Investing in Social Cybersecurity

By Lt. Col. David M. Beskow, USA, and Dr. Kathleen M. Carley

THE SOCIAL MEDIA ENVIRONMENT CAN BE EVERYTHING FROM SILLY TO VICIOUS—AND OFTEN IT CAN BE HARD TO TELL THE DIFFERENCE. MACHINE LEARNING TOOLS ARE NOW HELPING TO FIND THE BOTS AND MEMES THAT HAVE MALICIOUS INTENT, AS WELL AS WHO IS USING THEM.

The modern information environment has created an entirely new warfare domain: cybersecurity. Much has been written about traditional cybersecurity, which focuses on humans using information systems to hack other information systems—but much less has been made about the capabilities required for social cybersecurity, which focuses on humans who use the same information systems to hack other humans. While “information operations” have existed since antiquity, the modern age has allowed them at a scale, complexity, distance, and impact unheard of even 50 years ago. As a response to this emerging threat, social cybersecurity allows a democratic society to continue to exist while retaining its core values. The National Research Council consequently has recognized it as a key computational social science area of relevance to the intelligence community.1 To accomplish this, social cybersecurity professionals need multidisciplinary science and appropriate technology to quickly identify and neutralize modern disinformation threats that are taking aim at the core tenets of society.

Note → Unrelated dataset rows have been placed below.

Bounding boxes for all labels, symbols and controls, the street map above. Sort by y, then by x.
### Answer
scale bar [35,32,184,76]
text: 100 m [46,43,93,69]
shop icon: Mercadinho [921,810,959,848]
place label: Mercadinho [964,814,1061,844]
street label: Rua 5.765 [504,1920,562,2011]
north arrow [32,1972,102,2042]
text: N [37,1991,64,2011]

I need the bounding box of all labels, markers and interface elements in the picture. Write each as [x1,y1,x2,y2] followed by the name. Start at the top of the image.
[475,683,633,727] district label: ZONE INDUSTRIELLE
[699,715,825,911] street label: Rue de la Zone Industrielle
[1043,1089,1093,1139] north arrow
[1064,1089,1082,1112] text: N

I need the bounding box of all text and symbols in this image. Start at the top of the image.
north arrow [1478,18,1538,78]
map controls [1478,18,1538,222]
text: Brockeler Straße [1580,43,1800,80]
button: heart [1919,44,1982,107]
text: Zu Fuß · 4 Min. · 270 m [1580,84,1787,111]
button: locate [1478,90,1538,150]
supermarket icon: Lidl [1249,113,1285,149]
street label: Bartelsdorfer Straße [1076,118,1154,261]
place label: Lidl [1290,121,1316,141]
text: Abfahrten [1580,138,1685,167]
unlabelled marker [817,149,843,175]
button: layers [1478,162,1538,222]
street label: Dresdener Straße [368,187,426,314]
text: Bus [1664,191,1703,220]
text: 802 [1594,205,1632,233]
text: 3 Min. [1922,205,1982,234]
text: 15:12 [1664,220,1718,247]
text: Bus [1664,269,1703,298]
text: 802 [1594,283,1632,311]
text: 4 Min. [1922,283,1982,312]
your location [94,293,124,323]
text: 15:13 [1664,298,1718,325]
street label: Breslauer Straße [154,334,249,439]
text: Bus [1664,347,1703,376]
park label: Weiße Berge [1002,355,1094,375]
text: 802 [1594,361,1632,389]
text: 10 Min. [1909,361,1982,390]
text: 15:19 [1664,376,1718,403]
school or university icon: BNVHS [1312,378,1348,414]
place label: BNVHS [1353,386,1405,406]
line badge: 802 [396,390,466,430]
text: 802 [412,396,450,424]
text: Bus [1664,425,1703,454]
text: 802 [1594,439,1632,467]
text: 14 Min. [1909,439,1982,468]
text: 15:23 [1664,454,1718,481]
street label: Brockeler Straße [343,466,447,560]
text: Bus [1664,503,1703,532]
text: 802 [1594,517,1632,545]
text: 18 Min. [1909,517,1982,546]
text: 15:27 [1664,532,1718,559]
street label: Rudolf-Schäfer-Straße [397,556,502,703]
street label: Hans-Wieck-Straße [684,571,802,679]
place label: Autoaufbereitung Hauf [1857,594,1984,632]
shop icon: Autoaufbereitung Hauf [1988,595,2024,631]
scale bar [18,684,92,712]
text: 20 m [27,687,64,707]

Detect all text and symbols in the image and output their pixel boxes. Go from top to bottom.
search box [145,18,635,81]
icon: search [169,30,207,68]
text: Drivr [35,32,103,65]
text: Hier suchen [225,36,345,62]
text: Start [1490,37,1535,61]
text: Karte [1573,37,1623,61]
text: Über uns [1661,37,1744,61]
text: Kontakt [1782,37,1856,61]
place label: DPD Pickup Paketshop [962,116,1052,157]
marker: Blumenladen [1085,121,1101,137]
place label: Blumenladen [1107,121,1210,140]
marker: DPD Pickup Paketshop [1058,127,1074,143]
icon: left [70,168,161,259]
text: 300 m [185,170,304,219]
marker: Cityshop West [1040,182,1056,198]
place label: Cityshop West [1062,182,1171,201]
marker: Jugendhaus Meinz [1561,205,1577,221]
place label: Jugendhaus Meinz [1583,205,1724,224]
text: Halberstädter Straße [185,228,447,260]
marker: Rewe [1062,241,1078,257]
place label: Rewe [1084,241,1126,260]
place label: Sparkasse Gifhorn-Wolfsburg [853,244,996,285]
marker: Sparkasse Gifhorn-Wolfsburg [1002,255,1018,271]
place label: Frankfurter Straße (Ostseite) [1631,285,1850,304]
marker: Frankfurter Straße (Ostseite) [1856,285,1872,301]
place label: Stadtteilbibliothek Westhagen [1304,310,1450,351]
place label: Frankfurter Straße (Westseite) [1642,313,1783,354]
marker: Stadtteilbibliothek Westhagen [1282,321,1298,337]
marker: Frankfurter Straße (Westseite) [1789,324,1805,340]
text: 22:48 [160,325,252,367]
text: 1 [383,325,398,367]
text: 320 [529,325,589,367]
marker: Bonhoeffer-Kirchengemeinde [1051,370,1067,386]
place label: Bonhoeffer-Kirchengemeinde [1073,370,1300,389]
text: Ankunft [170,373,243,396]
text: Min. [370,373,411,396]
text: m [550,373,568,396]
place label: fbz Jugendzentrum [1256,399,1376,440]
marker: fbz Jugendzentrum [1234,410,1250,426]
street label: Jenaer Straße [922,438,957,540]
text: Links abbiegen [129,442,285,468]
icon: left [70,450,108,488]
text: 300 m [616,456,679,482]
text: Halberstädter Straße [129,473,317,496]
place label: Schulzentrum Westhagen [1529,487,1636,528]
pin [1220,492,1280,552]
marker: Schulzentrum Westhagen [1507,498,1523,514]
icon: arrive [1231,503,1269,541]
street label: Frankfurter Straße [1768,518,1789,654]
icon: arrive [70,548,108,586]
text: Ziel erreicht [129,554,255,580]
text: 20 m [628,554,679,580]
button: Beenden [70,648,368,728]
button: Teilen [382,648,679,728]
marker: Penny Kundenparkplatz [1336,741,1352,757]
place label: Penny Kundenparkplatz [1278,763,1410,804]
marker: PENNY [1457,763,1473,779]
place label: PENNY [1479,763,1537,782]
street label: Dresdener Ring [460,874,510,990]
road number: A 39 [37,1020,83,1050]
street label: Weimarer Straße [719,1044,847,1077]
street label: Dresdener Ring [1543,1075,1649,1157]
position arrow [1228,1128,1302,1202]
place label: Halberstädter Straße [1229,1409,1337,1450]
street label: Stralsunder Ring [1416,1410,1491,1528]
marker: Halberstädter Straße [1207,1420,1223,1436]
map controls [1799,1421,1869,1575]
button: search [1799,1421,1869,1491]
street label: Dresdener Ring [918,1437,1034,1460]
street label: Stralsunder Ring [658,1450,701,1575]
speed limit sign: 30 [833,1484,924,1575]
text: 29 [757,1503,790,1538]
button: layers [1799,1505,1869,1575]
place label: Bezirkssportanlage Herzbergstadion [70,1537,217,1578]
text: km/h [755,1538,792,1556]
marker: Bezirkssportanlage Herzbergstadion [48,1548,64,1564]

Social media are the main weapons of disinformation operations. State and non-state actors execute disinformation operations across multiple social media platforms hoping to overflow into traditional media and grassroots movements. Within social media, actors attempt to manipulate the narrative as well as the network. Together, this manipulation forms an information campaign, where sophisticated actors develop multiple lines of effort that combine to support strategic goals. These campaigns are deployed in social media through curated actors (bots, memes, cyborgs, sock-puppets, etc.) and creative content (memes, videos, written propaganda, etc.). Research and acquisition efforts that support social cybersecurity must aid in identifying threat actors and content at the lowest level, and then aggregate this into a common operating picture of the threat campaign lines of effort and their strategic intent. We will discuss some of our teams’ efforts to chip away at this important national security science and technology requirement.

These are examples from the Bot Field Guide, which gives detailed information about a variety of well-known bots.

Building a Framework

National security leaders require a framework within which to understand information warfare forms of “maneuver.” We have developed such a framework, known as BEND. BEND creates information forms of maneuver similar to the forms of maneuver often used to classify offensive ground combat operations. This framework is discussed in detail in a March-April 2019 Military Review article as well as a separate article in this issue of Future Force (see page 22). The forms of maneuver encapsulated in BEND are an essential contribution to the science of social cybersecurity and are a starting place for all national security leaders trying to understand this emerging threat. In addition to building the framework, we are developing metrics that assist in detecting these forms of maneuver in social media streams. These metrics are available in ORA-PRO, a network analysis and visualization tool available from Netanomics, and in a future web version of ORA-PRO.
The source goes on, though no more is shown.